• [Task item]:
Wherever the string "position" appears in the listing, copy that line.

• [Materials provided]:
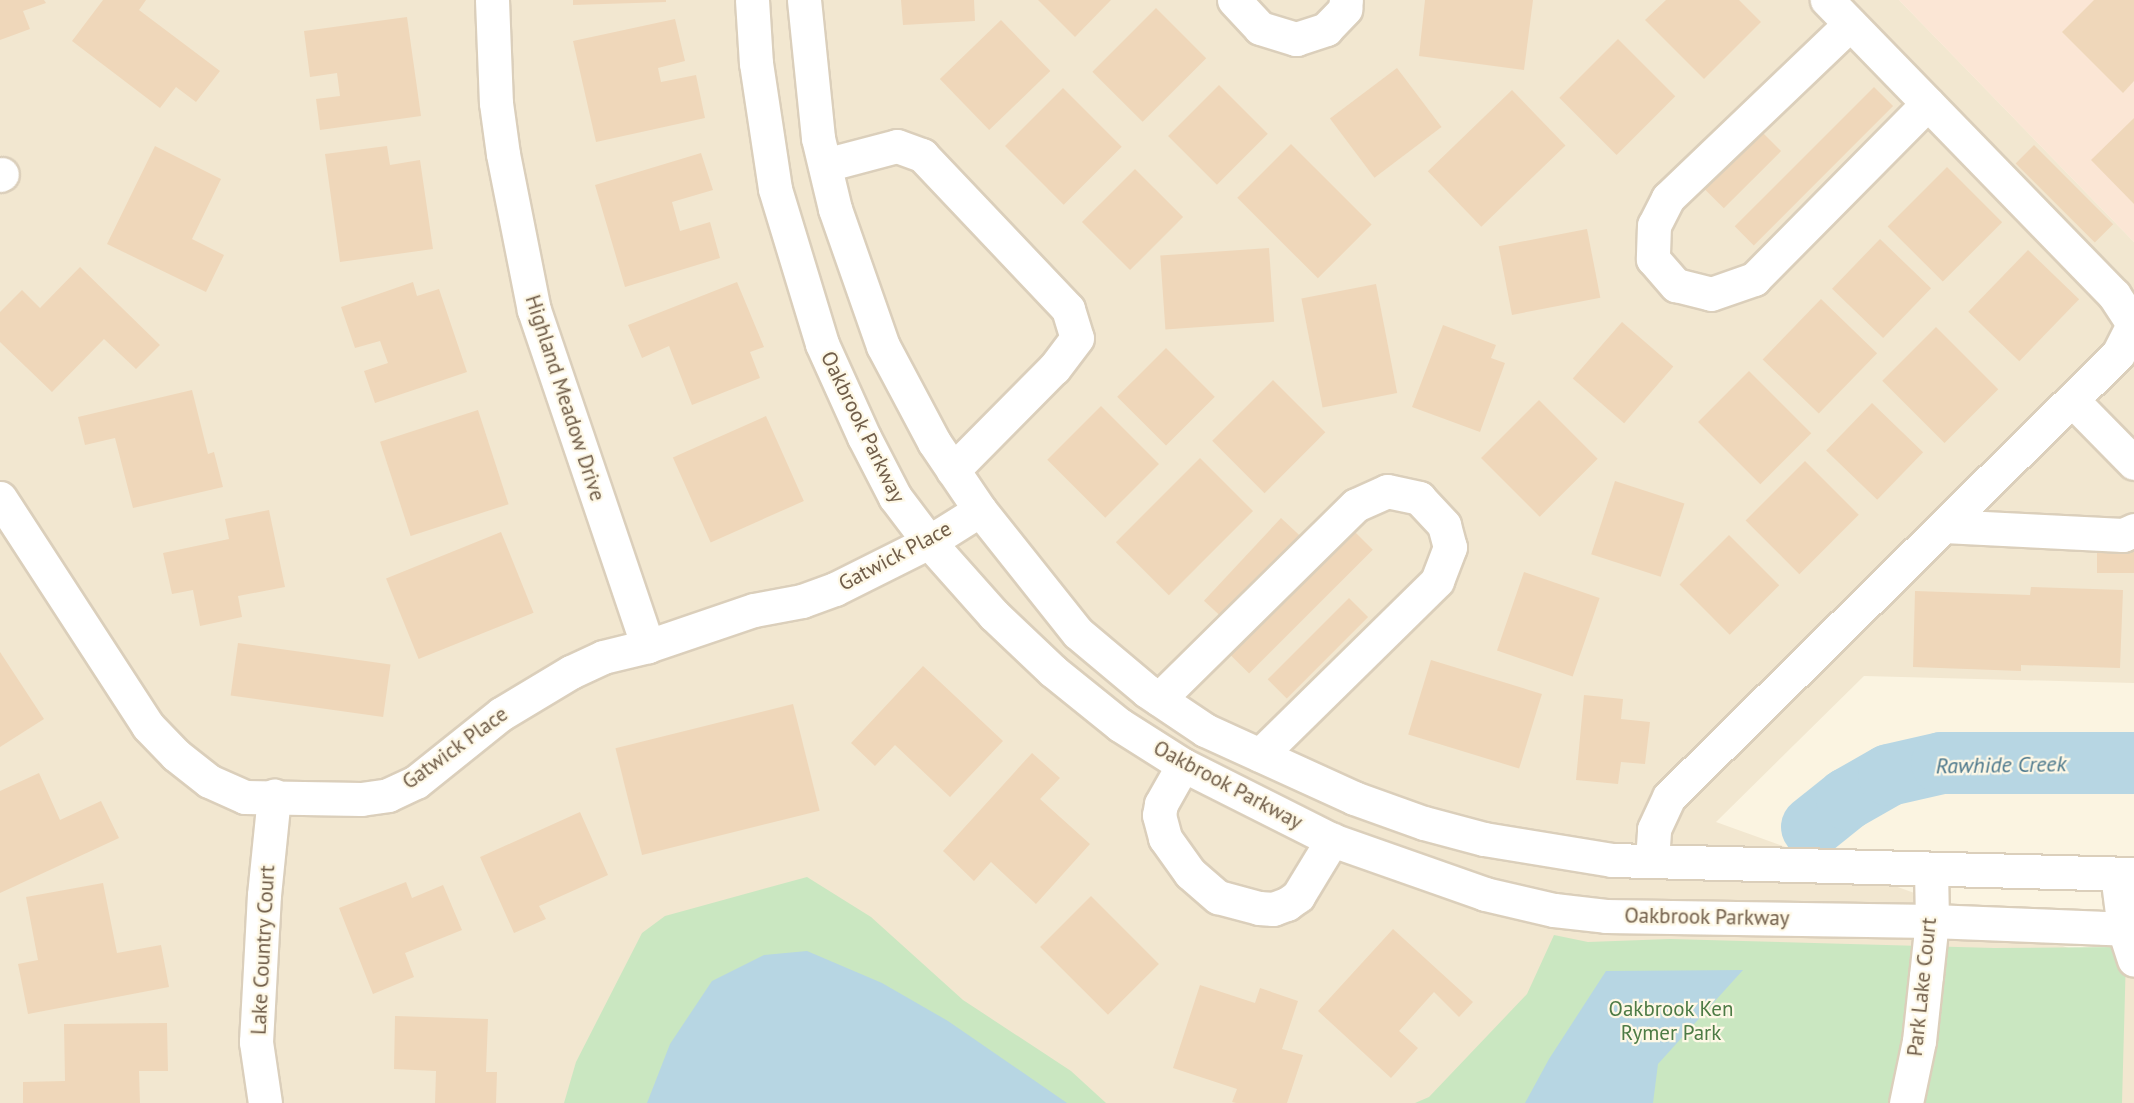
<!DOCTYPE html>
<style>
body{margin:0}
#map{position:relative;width:2134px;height:1103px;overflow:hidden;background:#fbf4e1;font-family:"PT Sans",sans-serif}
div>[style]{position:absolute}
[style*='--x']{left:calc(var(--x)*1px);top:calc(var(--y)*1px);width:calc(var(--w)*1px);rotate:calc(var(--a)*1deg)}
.residential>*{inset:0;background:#f2e7d0}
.commercial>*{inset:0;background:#fbe6d5}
.green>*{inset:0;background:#cae7c1}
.water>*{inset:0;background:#b7d6e3}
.river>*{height:62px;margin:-31px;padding:0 31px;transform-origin:31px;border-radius:31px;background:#b7d6e3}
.building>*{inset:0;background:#efd7ba;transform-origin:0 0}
.roads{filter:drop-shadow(2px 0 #dbcfbb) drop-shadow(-2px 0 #dbcfbb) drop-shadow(0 2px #dbcfbb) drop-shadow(0 -2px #dbcfbb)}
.minor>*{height:33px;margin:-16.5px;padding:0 16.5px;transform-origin:16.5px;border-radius:16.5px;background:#fff}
span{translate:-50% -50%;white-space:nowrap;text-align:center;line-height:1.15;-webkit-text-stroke:4.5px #fef8e6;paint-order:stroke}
.street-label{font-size:21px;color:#705d49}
.park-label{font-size:21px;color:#4d7b45}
.water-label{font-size:22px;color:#48758a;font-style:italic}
</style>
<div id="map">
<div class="residential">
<i style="clip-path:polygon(0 0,1899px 0,2134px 242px,2134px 683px,1864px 676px,1716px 822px,2113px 964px,2134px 964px,2134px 1103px,0 1103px)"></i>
</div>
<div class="commercial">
<i style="clip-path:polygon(1899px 0,2134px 0,2134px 242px)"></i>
</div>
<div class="green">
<i style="clip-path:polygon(807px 877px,871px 917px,963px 1000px,1071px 1071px,1106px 1103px,564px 1103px,576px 1062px,642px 933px,665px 916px)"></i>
<i style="clip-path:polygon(1554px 935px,1588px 942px,1670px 939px,1994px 948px,2115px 947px,2126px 956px,2122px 1103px,1415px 1103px,1429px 1097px,1527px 994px)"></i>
</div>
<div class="water">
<i style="clip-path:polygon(807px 951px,882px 983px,948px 1021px,1067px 1103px,647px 1103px,670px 1044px,712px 981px,764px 955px)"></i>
<i style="clip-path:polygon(1743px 970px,1658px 1064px,1653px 1103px,1525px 1103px,1549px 1059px,1606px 971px)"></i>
</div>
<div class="river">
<i style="--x:1812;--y:827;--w:45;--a:-38.7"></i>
<i style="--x:1847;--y:799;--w:48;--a:-29.7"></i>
<i style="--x:1889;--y:775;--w:54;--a:-12.8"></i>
<i style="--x:1942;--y:763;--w:192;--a:0"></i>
</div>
<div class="building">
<i style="clip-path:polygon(0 0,44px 0,46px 3px,23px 11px,30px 29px,0 40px)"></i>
<i style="clip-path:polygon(103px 0,146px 0,139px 10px,220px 71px,196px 102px,176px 87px,160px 108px,72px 41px)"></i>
<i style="clip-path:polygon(573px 0,666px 0,666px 2px,573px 5px)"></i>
<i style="clip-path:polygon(901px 0,974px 0,975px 21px,903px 25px)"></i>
<i style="clip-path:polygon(1038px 0,1111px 0,1075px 37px)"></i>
<i style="clip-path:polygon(1425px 0,1533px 0,1524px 70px,1419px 56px)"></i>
<i style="clip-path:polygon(1666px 0,1739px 0,1761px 22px,1704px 79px,1645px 20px)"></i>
<i style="clip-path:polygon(2094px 0,2134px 0,2134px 81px,2123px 93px,2062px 32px)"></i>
<i style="left:1156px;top:8px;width:71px;height:90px;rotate:45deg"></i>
<i style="clip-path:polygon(407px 17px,421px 116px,320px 130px,316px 99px,340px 96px,337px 73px,310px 77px,304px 31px)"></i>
<i style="clip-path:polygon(675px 19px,685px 61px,658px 68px,661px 82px,696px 75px,705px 118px,596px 142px,573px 41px)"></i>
<i style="left:1001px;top:20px;width:71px;height:85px;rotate:46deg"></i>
<i style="left:1618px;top:39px;width:81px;height:83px;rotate:45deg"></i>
<i style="left:1397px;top:68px;width:74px;height:84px;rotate:53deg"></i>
<i style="left:1219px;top:85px;width:69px;height:72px;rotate:45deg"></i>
<i style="left:1874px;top:87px;width:27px;height:197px;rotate:45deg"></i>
<i style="left:1063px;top:88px;width:83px;height:82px;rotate:45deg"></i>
<i style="left:1512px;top:90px;width:77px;height:117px;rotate:46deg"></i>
<i style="clip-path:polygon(2134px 118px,2134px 204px,2091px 160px)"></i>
<i style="left:1762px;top:132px;width:27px;height:81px;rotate:45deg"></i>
<i style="left:1291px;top:144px;width:114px;height:76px;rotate:45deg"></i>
<i style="left:2034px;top:145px;width:112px;height:26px;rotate:45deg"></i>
<i style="clip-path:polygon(155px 146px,221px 179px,192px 239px,224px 255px,206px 292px,107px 244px)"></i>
<i style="clip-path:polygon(387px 146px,390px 165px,420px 160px,433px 249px,340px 262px,325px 154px)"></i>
<i style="clip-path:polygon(701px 153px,713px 190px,672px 202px,680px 231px,710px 222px,720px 258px,625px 287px,595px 185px)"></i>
<i style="left:1947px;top:167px;width:78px;height:84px;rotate:45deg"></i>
<i style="left:1135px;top:169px;width:68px;height:75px;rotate:45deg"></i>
<i style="left:1587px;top:229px;width:70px;height:90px;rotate:79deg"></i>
<i style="left:1880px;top:239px;width:71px;height:69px;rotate:44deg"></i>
<i style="left:1269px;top:248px;width:74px;height:109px;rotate:86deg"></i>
<i style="left:2028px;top:250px;width:71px;height:86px;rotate:44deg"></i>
<i style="clip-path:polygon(80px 267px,160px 345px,136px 369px,104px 339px,52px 392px,0 342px,0 312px,22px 290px,40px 308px)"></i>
<i style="clip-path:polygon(413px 282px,417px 296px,439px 289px,467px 372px,375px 403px,364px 371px,388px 363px,380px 341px,355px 348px,341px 307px)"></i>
<i style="clip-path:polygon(737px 282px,764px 347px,750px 352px,760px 378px,692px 405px,669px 346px,642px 358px,628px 325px)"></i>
<i style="left:1376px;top:284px;width:111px;height:76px;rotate:79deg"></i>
<i style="left:1821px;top:299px;width:78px;height:84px;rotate:44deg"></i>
<i style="left:1622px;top:322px;width:68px;height:75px;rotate:41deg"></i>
<i style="clip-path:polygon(1443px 325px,1496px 345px,1491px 358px,1505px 363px,1480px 432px,1412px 407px)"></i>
<i style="left:1936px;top:327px;width:88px;height:76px;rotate:45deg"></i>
<i style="left:1166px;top:348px;width:69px;height:69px;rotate:45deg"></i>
<i style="left:1749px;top:371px;width:88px;height:72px;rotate:45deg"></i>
<i style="left:1273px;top:380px;width:74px;height:86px;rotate:45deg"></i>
<i style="clip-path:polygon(192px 390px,208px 454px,214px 452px,223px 487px,133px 508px,115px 438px,85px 445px,78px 417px)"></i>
<i style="left:1539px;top:400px;width:83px;height:82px;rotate:45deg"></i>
<i style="left:1872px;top:403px;width:71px;height:66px;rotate:44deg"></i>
<i style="left:1101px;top:406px;width:82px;height:76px;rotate:45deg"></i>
<i style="left:478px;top:410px;width:99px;height:103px;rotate:72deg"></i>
<i style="left:766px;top:416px;width:93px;height:102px;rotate:66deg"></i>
<i style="left:1200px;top:458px;width:75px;height:119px;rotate:45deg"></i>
<i style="left:1805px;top:461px;width:76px;height:84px;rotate:45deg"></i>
<i style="left:1615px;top:481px;width:73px;height:77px;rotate:18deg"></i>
<i style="clip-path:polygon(269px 510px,285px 587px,238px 596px,242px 617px,200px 626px,193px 590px,172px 594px,163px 553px,229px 539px,225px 519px)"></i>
<i style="left:1281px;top:518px;width:26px;height:113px;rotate:43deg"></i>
<i style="left:1353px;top:530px;width:28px;height:175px;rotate:45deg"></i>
<i style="left:501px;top:532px;width:87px;height:124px;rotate:68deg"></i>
<i style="left:1729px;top:535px;width:71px;height:70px;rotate:45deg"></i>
<i style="left:2097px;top:548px;width:37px;height:25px"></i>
<i style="left:1524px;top:572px;width:80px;height:83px;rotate:19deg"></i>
<i style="clip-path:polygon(2031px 587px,2123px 590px,2120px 668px,2021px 665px,2021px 671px,1913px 667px,1915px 591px,2030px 595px)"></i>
<i style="left:1349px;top:598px;width:27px;height:115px;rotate:45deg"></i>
<i style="left:238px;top:643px;width:154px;height:53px;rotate:8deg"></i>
<i style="clip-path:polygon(0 652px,44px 719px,0 747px)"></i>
<i style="left:1431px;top:660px;width:116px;height:78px;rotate:17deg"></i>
<i style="clip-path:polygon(923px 666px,1003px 741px,950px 797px,895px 745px,875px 766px,851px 743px)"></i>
<i style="clip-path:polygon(1584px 695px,1623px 699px,1621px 719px,1650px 722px,1645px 764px,1621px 762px,1618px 784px,1576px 780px)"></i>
<i style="left:793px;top:704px;width:110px;height:183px;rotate:76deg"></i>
<i style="clip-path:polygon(1032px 753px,1060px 778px,1040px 799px,1090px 844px,1036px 904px,991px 862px,974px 881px,943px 851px)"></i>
<i style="clip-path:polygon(39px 773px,60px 820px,101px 801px,119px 838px,0 893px,0 791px)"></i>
<i style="clip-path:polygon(580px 812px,608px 875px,539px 906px,546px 919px,514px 933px,480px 857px)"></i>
<i style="clip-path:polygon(406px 882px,412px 898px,443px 885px,462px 930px,405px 953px,414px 977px,373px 994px,339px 908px)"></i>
<i style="clip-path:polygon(103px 883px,117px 953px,161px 945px,169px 987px,28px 1014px,18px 964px,38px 960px,26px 897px)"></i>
<i style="left:1091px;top:896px;width:96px;height:72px;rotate:45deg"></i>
<i style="clip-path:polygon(1393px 929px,1473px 1002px,1459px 1017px,1434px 992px,1399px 1031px,1418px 1048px,1391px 1078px,1318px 1011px)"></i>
<i style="clip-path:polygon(1200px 985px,1255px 1003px,1260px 988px,1298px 1001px,1282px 1049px,1303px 1055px,1287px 1103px,1236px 1103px,1232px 1102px,1237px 1089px,1173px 1068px)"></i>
<i style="clip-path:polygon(395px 1016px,488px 1019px,486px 1072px,497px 1072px,496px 1103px,435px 1103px,436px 1071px,394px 1069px)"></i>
<i style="clip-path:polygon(167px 1023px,168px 1071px,139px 1071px,140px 1103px,23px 1103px,23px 1082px,65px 1081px,64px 1024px)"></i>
</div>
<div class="roads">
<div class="minor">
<i style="--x:492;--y:0;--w:103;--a:87.8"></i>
<i style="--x:496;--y:103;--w:51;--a:82.2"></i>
<i style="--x:503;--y:154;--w:159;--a:78.8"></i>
<i style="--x:534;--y:310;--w:355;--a:71.3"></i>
<i style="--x:752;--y:0;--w:63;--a:86.4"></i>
<i style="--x:756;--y:63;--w:127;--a:81.4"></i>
<i style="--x:775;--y:189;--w:162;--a:73.1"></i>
<i style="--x:822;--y:344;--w:102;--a:65.7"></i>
<i style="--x:864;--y:437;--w:68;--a:62.7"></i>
<i style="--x:895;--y:497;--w:56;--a:52.9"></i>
<i style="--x:929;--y:542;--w:98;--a:48.3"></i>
<i style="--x:994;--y:615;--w:81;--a:43.5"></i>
<i style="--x:1053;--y:671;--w:86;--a:38.9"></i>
<i style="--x:1120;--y:725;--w:75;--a:32.4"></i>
<i style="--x:1183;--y:765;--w:167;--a:26.7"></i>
<i style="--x:1332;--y:840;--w:162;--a:19.4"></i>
<i style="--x:1485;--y:894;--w:71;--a:13.1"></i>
<i style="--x:1554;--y:910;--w:52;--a:6.6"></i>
<i style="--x:1606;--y:916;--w:326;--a:0.9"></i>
<i style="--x:1932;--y:921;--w:202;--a:2.3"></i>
<i style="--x:804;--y:0;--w:139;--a:84.2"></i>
<i style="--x:818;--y:138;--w:73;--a:76.5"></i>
<i style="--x:835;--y:209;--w:145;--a:70.7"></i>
<i style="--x:883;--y:346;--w:109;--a:62"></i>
<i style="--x:934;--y:442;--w:82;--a:55.9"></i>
<i style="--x:980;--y:510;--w:157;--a:51.5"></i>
<i style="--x:1078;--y:633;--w:90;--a:40"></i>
<i style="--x:1147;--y:691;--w:70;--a:33.9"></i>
<i style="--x:1205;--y:730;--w:164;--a:24.5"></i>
<i style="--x:1354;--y:798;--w:74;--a:19.7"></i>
<i style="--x:1424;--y:823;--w:62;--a:14.9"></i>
<i style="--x:1484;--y:839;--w:130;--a:9.3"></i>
<i style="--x:1612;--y:860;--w:522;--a:1.54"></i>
<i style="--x:1234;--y:0;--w:38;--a:47"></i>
<i style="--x:1260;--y:28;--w:38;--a:17"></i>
<i style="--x:1296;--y:39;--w:32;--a:-18"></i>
<i style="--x:1326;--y:29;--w:28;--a:-46"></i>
<i style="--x:1345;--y:9;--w:9;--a:-84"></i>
<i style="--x:1850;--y:24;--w:252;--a:136.3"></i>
<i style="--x:1668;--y:198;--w:30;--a:117"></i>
<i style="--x:1654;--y:225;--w:34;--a:92"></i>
<i style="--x:1653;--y:259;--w:35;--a:49"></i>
<i style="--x:1676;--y:285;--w:36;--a:14"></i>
<i style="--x:1711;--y:294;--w:46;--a:-19.2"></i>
<i style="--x:1754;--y:279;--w:247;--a:-45.3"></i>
<i style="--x:825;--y:165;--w:74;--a:-14.8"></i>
<i style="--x:897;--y:146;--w:27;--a:20"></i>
<i style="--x:922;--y:155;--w:212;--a:46.5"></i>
<i style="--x:1068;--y:309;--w:30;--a:73"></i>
<i style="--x:1077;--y:338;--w:38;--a:127"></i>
<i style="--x:1054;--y:368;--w:144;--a:134.7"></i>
<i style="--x:0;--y:175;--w:2;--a:-27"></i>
<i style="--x:2072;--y:400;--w:88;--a:45.5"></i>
<i style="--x:0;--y:498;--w:272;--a:57"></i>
<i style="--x:148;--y:726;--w:40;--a:46"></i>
<i style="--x:176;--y:755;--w:42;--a:38.2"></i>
<i style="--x:209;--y:781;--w:39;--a:24"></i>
<i style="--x:245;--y:797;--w:116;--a:1"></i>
<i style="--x:361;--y:799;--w:27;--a:-8"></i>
<i style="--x:388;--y:795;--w:31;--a:-25"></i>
<i style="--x:416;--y:782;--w:109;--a:-38.7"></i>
<i style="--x:501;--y:714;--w:82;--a:-31"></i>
<i style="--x:571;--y:672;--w:35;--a:-25"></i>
<i style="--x:603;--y:657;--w:46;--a:-13.7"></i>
<i style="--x:648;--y:646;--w:112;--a:-18.8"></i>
<i style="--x:754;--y:610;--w:49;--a:-10.6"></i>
<i style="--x:802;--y:601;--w:35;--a:-20"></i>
<i style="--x:835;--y:589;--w:105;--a:-26.6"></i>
<i style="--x:929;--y:542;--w:60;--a:-32.1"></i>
<i style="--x:1944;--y:526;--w:179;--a:2.9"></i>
<i style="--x:2123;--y:535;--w:12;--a:-24"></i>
<i style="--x:1159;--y:699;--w:276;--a:-44.6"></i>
<i style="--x:1356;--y:505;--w:34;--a:-24"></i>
<i style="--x:1387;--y:491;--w:33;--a:12"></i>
<i style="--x:1419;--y:498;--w:37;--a:47"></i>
<i style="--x:1444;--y:525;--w:23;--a:75"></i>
<i style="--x:1450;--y:547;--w:36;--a:111"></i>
<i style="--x:1437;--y:581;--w:248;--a:135.5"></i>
<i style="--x:1183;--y:765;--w:45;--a:119.4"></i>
<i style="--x:1161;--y:804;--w:11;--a:100"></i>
<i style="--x:1159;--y:815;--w:24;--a:75"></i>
<i style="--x:1165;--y:838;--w:43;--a:54.5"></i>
<i style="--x:1190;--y:873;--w:37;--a:41"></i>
<i style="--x:1218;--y:897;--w:42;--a:15"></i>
<i style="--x:1259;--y:908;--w:14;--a:4"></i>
<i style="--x:1273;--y:909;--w:15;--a:-20"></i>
<i style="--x:1287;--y:904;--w:14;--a:-36"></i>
<i style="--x:1298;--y:896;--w:66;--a:-58.7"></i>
<i style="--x:1652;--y:860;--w:31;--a:-86"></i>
<i style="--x:1654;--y:829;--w:35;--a:-65"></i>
<i style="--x:1669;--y:797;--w:631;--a:-44.61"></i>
<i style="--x:2118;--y:354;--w:34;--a:-63"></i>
<i style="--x:2133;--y:324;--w:35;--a:-123"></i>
<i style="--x:2114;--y:295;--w:412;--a:-134.2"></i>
<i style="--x:2117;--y:874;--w:55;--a:82.7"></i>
<i style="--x:2124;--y:929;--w:32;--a:72"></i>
<i style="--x:265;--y:1103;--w:62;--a:-98.4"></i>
<i style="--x:256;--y:1042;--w:147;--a:-86.9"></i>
<i style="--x:264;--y:895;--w:100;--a:-84.2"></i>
<i style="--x:1906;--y:1103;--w:63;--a:-78.2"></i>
<i style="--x:1919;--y:1041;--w:65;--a:-83.9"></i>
<i style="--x:1926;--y:976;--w:55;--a:-83.8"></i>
<i style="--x:1932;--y:921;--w:51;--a:-91.1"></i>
</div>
</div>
<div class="street-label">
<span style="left:565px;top:398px;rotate:72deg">Highland Meadow Drive</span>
<span style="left:863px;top:427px;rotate:64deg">Oakbrook Parkway</span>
<span style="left:895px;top:556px;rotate:-28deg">Gatwick Place</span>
<span style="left:455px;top:748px;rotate:-36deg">Gatwick Place</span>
<span style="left:1228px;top:785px;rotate:28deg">Oakbrook Parkway</span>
<span style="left:1707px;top:917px;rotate:1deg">Oakbrook Parkway</span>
<span style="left:263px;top:950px;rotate:-87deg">Lake Country Court</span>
<span style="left:1922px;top:987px;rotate:-84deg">Park Lake Court</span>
</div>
<div class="park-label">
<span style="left:1671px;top:1021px">Oakbrook Ken<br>Rymer Park</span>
</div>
<div class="water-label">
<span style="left:2001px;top:765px;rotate:-1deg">Rawhide Creek</span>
</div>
</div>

• [Result]:
#map{position:relative;width:2134px;height:1103px;overflow:hidden;background:#fbf4e1;font-family:"PT Sans",sans-serif}
div>[style]{position:absolute}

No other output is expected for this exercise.